STASSKOL is part of the NEUMAN & ESSER and offers high-performance plastics for a wide range of applications, including tailor-made sealing materials for use in reciprocating compressors. These materials require very good mechanical properties and high wear resistance.
The recycling of such polytetrafluorethylene (PTFE)-based materials presents a challenge. A sintering process is used to process these special compounds, which can be carried out as cold compression molding (CCM) or hot compression molding (HCM). In CCM, the preform is sintered in the furnace without pressure, while in HCM the material is subjected to simultaneous
The sintering process of PTFE requires the material or the mixture to be grinded almost to the original grain size of about 20 to 40 µm. In tests carried out by STASSKOL, the chips of two materials were collected separately for this purpose. The materials in question were SK202, a CCM-PTFE with glass fibers, amorphous carbon black and graphite as well as SK801, an HCM-PTFE with carbon fibers and a thermoplastic filler.
For the selected materials, both PTFE processing methods are represented because the recycling challenge is greater for cold compression than for hot compression. Compression at low temperatures makes the size of the powder particles play a special role. In addition, materials with a significant proportion of carbon and glass fibers were deliberately selected because the change in fiber length distribution is of particular importance in the recycling process.

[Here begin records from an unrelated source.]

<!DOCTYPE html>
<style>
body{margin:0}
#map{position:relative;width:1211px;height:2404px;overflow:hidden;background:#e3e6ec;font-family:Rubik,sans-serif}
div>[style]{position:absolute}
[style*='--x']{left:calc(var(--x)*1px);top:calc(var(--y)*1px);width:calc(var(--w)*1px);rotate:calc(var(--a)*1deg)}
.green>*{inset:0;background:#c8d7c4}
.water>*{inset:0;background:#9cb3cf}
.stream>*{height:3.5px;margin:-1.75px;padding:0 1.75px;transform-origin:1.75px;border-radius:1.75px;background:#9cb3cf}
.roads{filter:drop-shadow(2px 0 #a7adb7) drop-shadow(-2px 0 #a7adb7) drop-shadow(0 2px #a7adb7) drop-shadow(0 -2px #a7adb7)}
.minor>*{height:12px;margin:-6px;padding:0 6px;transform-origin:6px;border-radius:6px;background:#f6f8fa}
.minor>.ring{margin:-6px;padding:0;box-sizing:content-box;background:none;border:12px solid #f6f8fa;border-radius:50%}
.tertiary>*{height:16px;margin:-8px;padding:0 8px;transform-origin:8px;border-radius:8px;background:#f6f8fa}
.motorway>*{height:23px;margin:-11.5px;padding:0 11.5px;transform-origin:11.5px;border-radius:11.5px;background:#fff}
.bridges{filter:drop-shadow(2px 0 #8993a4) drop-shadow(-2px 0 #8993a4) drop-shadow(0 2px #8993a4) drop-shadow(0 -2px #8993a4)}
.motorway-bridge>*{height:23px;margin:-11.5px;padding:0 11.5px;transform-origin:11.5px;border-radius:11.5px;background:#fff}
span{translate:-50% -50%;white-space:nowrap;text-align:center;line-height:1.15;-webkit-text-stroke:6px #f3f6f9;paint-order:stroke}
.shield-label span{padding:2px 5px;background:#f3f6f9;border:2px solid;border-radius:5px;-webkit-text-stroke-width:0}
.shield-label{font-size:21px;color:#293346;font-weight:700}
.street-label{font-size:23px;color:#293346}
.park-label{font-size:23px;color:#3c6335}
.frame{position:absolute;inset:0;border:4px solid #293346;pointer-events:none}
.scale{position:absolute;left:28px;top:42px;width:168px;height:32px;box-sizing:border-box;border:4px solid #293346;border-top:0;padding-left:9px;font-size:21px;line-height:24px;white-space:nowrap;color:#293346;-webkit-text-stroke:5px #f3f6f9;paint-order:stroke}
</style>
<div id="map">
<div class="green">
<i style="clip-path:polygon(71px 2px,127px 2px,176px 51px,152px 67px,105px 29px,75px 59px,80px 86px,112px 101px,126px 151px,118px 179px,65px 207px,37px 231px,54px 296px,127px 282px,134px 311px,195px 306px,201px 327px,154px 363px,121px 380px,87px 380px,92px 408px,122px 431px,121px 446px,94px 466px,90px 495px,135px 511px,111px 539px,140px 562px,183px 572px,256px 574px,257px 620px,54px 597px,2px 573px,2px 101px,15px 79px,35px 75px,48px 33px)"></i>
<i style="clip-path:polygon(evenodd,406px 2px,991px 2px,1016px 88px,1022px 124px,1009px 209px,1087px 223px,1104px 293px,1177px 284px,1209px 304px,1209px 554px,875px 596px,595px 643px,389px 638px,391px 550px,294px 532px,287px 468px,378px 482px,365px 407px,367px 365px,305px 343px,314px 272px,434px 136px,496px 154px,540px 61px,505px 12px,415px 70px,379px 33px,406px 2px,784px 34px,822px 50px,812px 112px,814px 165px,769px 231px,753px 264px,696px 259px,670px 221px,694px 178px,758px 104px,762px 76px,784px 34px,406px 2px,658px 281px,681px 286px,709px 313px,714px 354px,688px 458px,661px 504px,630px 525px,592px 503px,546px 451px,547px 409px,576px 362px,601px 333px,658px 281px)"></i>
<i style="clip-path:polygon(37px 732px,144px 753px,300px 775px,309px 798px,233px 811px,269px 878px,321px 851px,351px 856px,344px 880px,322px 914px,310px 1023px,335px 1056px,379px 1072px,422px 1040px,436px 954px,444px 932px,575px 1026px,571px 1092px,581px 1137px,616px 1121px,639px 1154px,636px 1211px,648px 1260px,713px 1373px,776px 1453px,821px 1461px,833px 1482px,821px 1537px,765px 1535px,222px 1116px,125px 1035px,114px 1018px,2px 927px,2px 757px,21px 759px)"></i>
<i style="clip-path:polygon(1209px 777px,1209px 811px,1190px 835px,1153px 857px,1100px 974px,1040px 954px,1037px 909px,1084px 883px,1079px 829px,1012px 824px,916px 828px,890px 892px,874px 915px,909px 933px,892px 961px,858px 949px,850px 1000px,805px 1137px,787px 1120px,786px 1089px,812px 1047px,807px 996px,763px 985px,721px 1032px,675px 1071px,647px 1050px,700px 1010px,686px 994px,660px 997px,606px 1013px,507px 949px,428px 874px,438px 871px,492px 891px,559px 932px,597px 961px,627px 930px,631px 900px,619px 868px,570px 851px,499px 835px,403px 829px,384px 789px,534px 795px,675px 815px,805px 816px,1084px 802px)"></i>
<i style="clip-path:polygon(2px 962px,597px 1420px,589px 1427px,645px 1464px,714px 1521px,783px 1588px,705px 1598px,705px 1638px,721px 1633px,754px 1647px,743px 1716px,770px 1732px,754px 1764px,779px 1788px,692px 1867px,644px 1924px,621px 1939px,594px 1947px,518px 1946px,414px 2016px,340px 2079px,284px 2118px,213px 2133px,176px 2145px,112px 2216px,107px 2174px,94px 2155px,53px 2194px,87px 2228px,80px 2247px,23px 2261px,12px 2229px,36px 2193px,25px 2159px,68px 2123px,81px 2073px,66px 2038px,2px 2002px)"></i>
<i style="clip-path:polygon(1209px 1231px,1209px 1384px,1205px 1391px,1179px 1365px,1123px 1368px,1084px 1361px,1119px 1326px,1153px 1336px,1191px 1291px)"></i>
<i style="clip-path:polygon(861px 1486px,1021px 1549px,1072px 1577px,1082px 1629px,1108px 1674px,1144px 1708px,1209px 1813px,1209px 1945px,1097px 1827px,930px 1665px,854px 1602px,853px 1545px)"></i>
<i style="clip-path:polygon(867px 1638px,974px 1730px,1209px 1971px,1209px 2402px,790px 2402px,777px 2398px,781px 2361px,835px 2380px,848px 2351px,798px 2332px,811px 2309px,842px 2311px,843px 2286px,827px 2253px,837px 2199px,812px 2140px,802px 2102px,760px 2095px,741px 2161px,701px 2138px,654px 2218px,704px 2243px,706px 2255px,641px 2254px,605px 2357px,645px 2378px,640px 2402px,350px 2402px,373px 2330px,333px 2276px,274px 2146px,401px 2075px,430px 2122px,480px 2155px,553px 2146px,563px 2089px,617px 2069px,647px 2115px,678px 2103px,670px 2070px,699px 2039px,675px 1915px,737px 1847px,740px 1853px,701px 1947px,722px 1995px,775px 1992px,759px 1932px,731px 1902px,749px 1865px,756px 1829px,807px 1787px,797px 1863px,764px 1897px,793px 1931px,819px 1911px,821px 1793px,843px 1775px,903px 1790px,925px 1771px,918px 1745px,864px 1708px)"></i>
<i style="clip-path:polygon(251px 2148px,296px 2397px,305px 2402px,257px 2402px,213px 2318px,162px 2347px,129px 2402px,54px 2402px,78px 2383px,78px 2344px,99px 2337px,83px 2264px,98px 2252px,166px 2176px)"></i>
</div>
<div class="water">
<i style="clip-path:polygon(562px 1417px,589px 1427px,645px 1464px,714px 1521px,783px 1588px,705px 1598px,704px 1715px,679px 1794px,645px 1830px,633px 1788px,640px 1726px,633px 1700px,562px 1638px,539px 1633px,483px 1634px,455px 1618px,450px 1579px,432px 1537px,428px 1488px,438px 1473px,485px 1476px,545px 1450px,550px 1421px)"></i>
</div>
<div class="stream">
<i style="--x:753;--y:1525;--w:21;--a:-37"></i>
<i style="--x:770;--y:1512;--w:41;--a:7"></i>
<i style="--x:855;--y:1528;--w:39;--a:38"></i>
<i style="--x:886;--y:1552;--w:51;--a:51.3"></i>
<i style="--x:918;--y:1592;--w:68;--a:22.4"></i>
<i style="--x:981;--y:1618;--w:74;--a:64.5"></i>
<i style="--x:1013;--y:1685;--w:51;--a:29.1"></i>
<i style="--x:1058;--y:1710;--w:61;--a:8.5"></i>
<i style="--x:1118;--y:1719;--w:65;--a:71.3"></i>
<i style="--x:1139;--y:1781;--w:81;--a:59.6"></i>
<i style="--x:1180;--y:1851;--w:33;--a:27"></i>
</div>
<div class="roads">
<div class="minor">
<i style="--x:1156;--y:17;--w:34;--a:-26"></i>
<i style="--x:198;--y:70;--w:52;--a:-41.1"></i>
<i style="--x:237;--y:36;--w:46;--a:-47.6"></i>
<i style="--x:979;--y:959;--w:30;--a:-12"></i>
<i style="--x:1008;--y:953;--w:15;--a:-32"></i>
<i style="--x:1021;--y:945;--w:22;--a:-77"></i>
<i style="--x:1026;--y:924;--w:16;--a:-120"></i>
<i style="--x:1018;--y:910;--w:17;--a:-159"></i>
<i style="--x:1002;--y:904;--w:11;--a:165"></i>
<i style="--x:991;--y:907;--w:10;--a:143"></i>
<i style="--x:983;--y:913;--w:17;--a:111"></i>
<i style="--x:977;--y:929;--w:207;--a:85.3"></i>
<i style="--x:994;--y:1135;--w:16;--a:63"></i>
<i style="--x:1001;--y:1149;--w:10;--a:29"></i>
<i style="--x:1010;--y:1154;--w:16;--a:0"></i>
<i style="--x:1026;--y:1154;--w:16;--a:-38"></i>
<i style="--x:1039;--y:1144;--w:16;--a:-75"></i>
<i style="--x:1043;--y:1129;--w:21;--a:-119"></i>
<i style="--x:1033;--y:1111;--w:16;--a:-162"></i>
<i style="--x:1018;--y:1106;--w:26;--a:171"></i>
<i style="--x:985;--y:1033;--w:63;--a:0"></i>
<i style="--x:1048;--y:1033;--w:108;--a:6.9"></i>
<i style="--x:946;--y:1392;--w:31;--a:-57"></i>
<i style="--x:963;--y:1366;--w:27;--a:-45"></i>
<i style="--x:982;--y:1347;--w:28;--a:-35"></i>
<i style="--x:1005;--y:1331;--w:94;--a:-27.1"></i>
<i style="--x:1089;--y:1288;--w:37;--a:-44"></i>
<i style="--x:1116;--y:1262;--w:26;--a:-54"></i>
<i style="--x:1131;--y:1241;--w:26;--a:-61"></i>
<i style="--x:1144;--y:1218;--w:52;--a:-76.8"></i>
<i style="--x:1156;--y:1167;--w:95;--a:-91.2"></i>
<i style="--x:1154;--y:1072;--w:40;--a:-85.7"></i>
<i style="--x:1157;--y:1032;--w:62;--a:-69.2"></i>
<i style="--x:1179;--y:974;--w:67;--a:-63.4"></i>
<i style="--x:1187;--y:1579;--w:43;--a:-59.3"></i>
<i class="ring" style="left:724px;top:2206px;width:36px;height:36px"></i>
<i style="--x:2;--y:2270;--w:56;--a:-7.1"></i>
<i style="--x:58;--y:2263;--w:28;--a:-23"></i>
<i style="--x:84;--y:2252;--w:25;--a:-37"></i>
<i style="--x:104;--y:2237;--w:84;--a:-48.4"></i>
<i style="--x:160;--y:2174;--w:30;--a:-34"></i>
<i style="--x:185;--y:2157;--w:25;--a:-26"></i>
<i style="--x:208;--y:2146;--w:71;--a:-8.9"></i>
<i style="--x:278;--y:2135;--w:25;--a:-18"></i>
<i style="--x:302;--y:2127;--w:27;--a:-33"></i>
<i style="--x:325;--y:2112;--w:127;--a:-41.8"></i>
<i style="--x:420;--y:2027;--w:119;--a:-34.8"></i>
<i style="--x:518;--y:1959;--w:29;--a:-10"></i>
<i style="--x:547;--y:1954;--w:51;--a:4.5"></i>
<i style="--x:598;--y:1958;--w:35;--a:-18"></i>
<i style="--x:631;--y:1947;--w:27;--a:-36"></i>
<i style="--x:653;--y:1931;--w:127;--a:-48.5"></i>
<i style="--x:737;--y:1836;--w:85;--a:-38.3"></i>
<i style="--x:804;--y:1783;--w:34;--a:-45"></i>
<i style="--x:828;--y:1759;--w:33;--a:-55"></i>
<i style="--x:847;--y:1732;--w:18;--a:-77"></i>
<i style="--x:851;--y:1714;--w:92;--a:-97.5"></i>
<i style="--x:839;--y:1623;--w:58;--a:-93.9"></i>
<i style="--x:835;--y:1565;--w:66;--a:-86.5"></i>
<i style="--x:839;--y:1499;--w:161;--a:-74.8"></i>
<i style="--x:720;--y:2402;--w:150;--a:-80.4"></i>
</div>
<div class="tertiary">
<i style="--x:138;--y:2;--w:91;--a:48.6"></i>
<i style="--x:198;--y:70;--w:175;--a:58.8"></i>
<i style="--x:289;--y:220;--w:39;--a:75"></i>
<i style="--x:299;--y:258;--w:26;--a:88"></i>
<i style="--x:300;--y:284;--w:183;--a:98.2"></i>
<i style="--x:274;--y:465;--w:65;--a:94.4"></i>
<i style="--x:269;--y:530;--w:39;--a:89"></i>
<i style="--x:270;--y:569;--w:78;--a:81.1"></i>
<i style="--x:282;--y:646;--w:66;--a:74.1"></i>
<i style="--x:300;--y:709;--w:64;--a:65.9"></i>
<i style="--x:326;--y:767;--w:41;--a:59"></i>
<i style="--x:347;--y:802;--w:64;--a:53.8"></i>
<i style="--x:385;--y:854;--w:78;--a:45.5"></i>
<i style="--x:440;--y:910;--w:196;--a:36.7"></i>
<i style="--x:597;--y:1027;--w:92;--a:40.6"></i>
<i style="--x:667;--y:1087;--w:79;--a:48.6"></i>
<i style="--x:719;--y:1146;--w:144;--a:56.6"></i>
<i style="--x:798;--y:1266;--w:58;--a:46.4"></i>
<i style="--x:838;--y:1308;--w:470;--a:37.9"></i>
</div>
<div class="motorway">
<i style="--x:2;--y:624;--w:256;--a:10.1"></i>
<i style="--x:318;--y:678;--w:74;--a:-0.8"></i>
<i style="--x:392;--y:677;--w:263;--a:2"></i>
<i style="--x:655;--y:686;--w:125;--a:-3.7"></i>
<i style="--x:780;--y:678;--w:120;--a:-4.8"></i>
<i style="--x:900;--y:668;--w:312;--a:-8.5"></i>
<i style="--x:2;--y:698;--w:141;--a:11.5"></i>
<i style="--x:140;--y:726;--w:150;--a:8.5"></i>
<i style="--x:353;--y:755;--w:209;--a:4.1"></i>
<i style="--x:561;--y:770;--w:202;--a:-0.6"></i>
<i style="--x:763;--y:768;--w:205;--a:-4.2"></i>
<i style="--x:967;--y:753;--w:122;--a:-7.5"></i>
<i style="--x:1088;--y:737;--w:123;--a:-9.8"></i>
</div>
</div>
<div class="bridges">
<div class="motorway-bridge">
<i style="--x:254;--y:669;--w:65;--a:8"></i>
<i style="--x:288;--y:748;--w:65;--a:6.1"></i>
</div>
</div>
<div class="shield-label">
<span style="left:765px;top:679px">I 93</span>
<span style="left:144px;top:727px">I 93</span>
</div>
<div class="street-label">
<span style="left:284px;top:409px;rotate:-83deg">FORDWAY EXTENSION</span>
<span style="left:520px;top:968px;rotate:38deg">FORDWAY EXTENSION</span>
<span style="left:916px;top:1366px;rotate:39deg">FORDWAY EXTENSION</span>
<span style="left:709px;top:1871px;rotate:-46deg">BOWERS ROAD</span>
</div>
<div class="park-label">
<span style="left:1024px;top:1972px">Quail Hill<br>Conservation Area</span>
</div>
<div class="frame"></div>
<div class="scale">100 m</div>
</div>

The technological challenge in the recycling of PTFE materials lies in the grinding process, since very fine particle sizes in the range of around 50 µm must be achieved. For this purpose, an impact classifier mill type ICM 15 from NEUMAN & ESSER was used. With the aid of the parameters grinding speed (m/sec), mass flow (kg/h) and speed of the classifier wheel (m/sec), the process can be regulated with this mill type so that the desired particle size is achieved. In addition, the degree of filling of the grinding chamber has a major influence on the result.
In the tests carried out, with a constant circulation speed of the impact chuck of 128 m/sec and a constant circulation speed of the classifier wheel of 10 m/sec, the mass flow was varied to determine the influence on the particle size.
For both materials (SK202 and SK801), the reduction of the mass flow leads to a small reduction of the grain size. Grain sizes in the range of approx. 50 µm could be achieved in all grinding tests. Therefore, the high throughput of the ground material was selected for the further tests and the ground recycling material was added to the virgin material in different concentrations by a powder mixer.
The mixtures of recycling material and virgin material were processed into test semi-finished products at standard processing conditions (CCM for SK202 and HCM for SK801). Based on these test semi-finished products, the mechanical properties, material hardness and tribological properties (friction and wear) were determined.
The wear resistance was determined by means of a reciprocating tribometer - a STASSKOL in-house design - using the respective process gas in which the corresponding seal material is used. These are nitrogen for SK202 and hydrogen for SK801.
The investigation of SK202 shows that at 10, 20 and 30 wt.-% recycled material, the properties of the pure virgin material are even exceeded. Both the Young's modulus and the elongation at break are above the values of the virgin material, and the low wear rate and the lower coefficient of friction show that the wear properties have also improved because of adding the recycled material. At 40 wt.-%, the wear properties remain at a very good level, but the density and mechanical properties deteriorate.
In the case of SK801 produced by hot compression, there is only a slight decrease in hardness, Young's modulus, and tensile strength at 100% recycled content compared with virgin material. In particular, the wear properties under hydrogen atmosphere benefit from the recycling process. The wear rate is thus reduced and the coefficient of friction more than halved. Therefore, further tests with additional concentrations of recycled material were not necessary.